Please restate each entry exactly, without skipping any.

·····

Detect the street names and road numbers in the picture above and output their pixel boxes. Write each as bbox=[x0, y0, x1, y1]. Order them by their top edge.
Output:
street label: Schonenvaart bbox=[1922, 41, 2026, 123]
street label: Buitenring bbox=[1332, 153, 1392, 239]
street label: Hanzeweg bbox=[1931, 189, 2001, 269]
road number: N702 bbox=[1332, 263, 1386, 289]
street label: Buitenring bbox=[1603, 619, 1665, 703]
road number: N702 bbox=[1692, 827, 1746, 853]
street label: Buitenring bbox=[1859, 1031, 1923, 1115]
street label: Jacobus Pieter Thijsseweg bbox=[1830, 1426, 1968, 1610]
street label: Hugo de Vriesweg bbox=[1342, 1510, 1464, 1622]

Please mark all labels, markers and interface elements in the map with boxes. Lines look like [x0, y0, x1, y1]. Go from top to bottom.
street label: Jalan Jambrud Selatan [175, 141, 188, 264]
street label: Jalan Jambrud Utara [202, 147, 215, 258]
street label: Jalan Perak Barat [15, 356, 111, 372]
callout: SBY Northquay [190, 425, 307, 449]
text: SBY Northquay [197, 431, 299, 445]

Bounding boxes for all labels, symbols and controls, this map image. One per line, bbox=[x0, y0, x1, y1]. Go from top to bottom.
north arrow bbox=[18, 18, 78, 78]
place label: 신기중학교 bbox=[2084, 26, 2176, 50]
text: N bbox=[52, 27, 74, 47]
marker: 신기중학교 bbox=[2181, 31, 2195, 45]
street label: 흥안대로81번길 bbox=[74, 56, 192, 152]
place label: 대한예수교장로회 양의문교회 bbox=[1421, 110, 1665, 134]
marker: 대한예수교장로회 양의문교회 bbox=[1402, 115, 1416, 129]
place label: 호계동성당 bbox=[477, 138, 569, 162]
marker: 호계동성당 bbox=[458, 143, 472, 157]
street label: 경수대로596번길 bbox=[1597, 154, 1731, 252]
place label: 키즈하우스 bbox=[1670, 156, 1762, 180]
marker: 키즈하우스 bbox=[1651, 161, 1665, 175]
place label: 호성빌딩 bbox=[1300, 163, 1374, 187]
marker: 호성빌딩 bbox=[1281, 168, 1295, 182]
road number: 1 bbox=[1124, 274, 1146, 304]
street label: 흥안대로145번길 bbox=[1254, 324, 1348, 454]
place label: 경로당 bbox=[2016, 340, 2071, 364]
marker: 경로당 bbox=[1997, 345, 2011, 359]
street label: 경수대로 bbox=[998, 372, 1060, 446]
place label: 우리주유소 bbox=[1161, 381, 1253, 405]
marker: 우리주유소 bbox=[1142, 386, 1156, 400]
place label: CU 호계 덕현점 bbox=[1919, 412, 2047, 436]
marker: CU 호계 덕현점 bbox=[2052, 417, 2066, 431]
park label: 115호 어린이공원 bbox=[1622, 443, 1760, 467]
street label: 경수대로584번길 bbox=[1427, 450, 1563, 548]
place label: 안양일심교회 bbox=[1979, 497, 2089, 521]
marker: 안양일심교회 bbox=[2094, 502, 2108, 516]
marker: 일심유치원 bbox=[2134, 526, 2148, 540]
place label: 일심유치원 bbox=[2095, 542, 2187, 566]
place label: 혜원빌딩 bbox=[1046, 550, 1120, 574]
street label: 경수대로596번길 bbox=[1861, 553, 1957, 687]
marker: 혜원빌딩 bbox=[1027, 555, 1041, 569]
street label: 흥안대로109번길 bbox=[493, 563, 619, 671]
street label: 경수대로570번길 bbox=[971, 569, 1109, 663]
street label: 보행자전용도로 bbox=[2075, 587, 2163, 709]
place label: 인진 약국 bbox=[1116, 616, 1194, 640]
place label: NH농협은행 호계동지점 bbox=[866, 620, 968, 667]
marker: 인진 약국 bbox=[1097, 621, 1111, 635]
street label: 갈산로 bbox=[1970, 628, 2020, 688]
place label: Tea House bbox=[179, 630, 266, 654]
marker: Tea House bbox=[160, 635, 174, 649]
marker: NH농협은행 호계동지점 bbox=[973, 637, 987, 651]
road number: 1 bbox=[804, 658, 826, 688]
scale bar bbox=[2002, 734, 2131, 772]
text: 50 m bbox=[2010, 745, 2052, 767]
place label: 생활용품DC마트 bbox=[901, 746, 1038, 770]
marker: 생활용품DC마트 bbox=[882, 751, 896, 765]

·····

**The completed task:**
Detect the street names and road numbers in the picture above and output their pixel boxes. Write each as bbox=[x0, y0, x1, y1]. Order them by their top edge.
Output:
street label: Schonenvaart bbox=[1922, 41, 2026, 123]
street label: Buitenring bbox=[1332, 153, 1392, 239]
street label: Hanzeweg bbox=[1931, 189, 2001, 269]
road number: N702 bbox=[1332, 263, 1386, 289]
street label: Buitenring bbox=[1603, 619, 1665, 703]
road number: N702 bbox=[1692, 827, 1746, 853]
street label: Buitenring bbox=[1859, 1031, 1923, 1115]
street label: Jacobus Pieter Thijsseweg bbox=[1830, 1426, 1968, 1610]
street label: Hugo de Vriesweg bbox=[1342, 1510, 1464, 1622]

Please mark all labels, markers and interface elements in the map with boxes. Lines look like [x0, y0, x1, y1]. Go from top to bottom.
street label: Jalan Jambrud Selatan [175, 141, 188, 264]
street label: Jalan Jambrud Utara [202, 147, 215, 258]
street label: Jalan Perak Barat [15, 356, 111, 372]
callout: SBY Northquay [190, 425, 307, 449]
text: SBY Northquay [197, 431, 299, 445]

Bounding boxes for all labels, symbols and controls, this map image. One per line, bbox=[x0, y0, x1, y1]. Go from top to bottom.
north arrow bbox=[18, 18, 78, 78]
place label: 신기중학교 bbox=[2084, 26, 2176, 50]
text: N bbox=[52, 27, 74, 47]
marker: 신기중학교 bbox=[2181, 31, 2195, 45]
street label: 흥안대로81번길 bbox=[74, 56, 192, 152]
place label: 대한예수교장로회 양의문교회 bbox=[1421, 110, 1665, 134]
marker: 대한예수교장로회 양의문교회 bbox=[1402, 115, 1416, 129]
place label: 호계동성당 bbox=[477, 138, 569, 162]
marker: 호계동성당 bbox=[458, 143, 472, 157]
street label: 경수대로596번길 bbox=[1597, 154, 1731, 252]
place label: 키즈하우스 bbox=[1670, 156, 1762, 180]
marker: 키즈하우스 bbox=[1651, 161, 1665, 175]
place label: 호성빌딩 bbox=[1300, 163, 1374, 187]
marker: 호성빌딩 bbox=[1281, 168, 1295, 182]
road number: 1 bbox=[1124, 274, 1146, 304]
street label: 흥안대로145번길 bbox=[1254, 324, 1348, 454]
place label: 경로당 bbox=[2016, 340, 2071, 364]
marker: 경로당 bbox=[1997, 345, 2011, 359]
street label: 경수대로 bbox=[998, 372, 1060, 446]
place label: 우리주유소 bbox=[1161, 381, 1253, 405]
marker: 우리주유소 bbox=[1142, 386, 1156, 400]
place label: CU 호계 덕현점 bbox=[1919, 412, 2047, 436]
marker: CU 호계 덕현점 bbox=[2052, 417, 2066, 431]
park label: 115호 어린이공원 bbox=[1622, 443, 1760, 467]
street label: 경수대로584번길 bbox=[1427, 450, 1563, 548]
place label: 안양일심교회 bbox=[1979, 497, 2089, 521]
marker: 안양일심교회 bbox=[2094, 502, 2108, 516]
marker: 일심유치원 bbox=[2134, 526, 2148, 540]
place label: 일심유치원 bbox=[2095, 542, 2187, 566]
place label: 혜원빌딩 bbox=[1046, 550, 1120, 574]
street label: 경수대로596번길 bbox=[1861, 553, 1957, 687]
marker: 혜원빌딩 bbox=[1027, 555, 1041, 569]
street label: 흥안대로109번길 bbox=[493, 563, 619, 671]
street label: 경수대로570번길 bbox=[971, 569, 1109, 663]
street label: 보행자전용도로 bbox=[2075, 587, 2163, 709]
place label: 인진 약국 bbox=[1116, 616, 1194, 640]
place label: NH농협은행 호계동지점 bbox=[866, 620, 968, 667]
marker: 인진 약국 bbox=[1097, 621, 1111, 635]
street label: 갈산로 bbox=[1970, 628, 2020, 688]
place label: Tea House bbox=[179, 630, 266, 654]
marker: Tea House bbox=[160, 635, 174, 649]
marker: NH농협은행 호계동지점 bbox=[973, 637, 987, 651]
road number: 1 bbox=[804, 658, 826, 688]
scale bar bbox=[2002, 734, 2131, 772]
text: 50 m bbox=[2010, 745, 2052, 767]
place label: 생활용품DC마트 bbox=[901, 746, 1038, 770]
marker: 생활용품DC마트 bbox=[882, 751, 896, 765]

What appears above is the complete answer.